Initially, we had 9.64 g of Neon

so, moles of Na = weight/molar mass = 9.64g/20.18g/mole

= 0.4778 moles

at temperature T = 23.3 C = 273+23.3 K = 296.3 K

and volume V = 134 L

By applying ideal gas equation PV=nRT where P is the pressure exerted by gas and R is the gas constant R = 0.0821 L atm /K-mole we have

Let the pressure of Ne gas P atm so,

P*134 L = 0.4778moles*0.0821 L atm/K-mole * 296.3 K

so, P = 0.4778*0.0821*296.3/134 = 0.08674 atm

P = 0.08674 atm = 0.08674*760 mmHg = 65.922 mmHg (1 atm = 760 mmHg)

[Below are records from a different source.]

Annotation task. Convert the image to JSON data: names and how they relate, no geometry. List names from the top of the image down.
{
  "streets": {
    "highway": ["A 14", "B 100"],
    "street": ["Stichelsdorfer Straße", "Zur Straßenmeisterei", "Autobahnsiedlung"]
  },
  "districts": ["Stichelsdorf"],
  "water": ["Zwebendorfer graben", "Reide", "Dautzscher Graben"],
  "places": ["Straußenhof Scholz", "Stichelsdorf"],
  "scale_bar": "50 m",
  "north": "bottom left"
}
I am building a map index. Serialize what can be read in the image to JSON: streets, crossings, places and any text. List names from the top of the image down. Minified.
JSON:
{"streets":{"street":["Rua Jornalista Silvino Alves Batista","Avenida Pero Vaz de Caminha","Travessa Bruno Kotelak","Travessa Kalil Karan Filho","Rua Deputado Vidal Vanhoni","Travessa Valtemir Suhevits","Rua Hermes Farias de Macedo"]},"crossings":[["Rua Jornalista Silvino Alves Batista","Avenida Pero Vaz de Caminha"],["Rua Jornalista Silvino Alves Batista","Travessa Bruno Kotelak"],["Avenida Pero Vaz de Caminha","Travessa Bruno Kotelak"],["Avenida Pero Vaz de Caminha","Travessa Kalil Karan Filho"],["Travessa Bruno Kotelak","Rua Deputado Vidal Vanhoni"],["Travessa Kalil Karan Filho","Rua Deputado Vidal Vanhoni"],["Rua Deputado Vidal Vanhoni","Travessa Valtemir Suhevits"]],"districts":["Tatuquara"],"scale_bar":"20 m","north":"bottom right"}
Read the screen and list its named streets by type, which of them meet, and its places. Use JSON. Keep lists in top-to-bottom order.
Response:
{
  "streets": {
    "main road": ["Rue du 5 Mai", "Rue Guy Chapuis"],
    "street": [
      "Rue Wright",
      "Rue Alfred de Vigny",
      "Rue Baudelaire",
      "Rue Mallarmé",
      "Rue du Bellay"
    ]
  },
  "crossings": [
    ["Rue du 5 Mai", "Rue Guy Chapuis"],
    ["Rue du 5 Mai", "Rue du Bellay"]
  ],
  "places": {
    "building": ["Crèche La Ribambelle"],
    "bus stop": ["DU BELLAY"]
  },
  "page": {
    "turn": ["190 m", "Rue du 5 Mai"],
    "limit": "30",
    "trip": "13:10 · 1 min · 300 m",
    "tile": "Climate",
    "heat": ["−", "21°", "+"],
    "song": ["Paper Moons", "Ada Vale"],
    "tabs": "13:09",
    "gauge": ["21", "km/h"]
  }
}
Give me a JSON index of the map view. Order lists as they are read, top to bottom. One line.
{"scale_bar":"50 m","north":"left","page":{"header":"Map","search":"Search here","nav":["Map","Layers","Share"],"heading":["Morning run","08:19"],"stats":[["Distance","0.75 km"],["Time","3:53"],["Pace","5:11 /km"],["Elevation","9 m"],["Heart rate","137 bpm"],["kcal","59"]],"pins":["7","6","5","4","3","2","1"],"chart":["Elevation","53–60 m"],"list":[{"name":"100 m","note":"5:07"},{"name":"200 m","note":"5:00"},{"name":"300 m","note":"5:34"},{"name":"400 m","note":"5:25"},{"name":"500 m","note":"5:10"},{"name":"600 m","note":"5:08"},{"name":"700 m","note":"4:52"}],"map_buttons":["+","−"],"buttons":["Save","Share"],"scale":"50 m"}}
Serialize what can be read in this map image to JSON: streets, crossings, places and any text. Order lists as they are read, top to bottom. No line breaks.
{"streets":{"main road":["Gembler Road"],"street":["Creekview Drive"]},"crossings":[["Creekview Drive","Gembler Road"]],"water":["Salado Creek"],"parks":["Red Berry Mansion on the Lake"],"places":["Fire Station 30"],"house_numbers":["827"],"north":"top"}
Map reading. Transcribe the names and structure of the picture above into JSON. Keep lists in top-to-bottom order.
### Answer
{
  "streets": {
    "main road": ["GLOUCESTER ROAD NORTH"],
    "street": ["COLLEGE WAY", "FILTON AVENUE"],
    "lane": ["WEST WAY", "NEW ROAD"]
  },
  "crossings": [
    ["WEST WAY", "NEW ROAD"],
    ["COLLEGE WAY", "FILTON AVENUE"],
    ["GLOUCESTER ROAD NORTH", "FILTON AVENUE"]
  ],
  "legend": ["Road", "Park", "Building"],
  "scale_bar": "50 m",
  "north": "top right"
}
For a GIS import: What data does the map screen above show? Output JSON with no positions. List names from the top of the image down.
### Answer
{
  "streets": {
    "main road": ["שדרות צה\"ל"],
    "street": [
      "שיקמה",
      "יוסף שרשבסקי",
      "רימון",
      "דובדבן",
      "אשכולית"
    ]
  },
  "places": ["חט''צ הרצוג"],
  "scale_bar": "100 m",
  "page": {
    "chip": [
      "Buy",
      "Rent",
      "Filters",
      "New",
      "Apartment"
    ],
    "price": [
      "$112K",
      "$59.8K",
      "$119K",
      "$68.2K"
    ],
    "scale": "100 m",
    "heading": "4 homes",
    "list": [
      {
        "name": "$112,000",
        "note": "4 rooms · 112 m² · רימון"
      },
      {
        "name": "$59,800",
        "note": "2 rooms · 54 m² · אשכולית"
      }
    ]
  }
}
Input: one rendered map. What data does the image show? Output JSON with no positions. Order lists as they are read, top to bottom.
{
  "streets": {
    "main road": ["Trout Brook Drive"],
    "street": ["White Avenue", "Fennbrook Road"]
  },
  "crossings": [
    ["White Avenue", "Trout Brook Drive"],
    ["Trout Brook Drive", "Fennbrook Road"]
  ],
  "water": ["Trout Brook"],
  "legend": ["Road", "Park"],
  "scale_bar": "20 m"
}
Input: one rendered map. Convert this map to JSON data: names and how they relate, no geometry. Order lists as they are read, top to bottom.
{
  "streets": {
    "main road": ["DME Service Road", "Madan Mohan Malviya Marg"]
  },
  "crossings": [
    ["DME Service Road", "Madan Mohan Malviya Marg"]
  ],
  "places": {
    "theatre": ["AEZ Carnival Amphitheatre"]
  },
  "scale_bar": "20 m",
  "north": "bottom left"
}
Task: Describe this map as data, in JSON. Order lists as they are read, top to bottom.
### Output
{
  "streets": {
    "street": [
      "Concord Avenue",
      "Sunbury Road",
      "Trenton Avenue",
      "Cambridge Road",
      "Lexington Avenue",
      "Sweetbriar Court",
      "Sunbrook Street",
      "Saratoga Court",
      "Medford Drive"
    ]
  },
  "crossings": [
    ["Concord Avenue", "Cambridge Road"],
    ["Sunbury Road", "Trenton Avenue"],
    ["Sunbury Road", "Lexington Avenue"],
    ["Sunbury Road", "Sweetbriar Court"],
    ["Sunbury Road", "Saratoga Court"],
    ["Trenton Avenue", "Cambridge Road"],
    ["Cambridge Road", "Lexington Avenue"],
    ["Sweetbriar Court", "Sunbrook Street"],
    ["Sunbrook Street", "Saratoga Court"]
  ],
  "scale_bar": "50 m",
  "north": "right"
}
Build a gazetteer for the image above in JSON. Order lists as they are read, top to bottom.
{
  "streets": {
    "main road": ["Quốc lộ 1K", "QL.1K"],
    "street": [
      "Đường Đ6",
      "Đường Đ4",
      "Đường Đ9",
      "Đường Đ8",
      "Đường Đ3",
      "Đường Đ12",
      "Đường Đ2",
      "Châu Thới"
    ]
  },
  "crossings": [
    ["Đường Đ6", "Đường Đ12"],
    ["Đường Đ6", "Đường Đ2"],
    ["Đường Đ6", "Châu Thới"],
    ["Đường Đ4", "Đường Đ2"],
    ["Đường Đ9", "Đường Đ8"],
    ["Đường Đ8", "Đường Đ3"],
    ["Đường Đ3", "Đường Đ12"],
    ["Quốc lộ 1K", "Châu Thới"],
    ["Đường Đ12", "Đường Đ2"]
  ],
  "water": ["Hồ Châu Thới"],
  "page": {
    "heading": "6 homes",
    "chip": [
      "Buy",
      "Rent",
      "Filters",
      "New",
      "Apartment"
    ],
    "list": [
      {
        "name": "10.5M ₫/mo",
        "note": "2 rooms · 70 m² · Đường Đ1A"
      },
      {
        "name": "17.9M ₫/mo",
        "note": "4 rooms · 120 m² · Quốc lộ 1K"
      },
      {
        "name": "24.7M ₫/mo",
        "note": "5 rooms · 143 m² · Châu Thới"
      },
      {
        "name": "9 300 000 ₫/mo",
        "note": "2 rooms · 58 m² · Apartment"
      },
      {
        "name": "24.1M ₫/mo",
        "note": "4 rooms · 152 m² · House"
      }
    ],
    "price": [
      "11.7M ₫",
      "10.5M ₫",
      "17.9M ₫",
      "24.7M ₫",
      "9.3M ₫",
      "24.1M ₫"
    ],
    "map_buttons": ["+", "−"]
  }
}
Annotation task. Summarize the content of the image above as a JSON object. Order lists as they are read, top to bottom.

Let the moles of O2 needs to be added to increase this pressure to 907 mmHg = x moles

so, the pressure of O2 gas must be 907mmHg - 65.922 mmHg = 841.078 mmHg

Pressure in atm = 841.078mmHg/760 mmHg = 1.1066 atm

Applying ideal gas equation

PV = xRT

1.1066atm*134L = x*0.0821Latm/k-mole*296.3 K

x = 1.1066*134/(0.0821*296.3) = 6.0956 moles

weight of 6.0956 moles of O2 gas = molar mass*moles

= 32g/mole*6.0956moles = 195.059 g

So, we need to add 195.059 g of oxygen.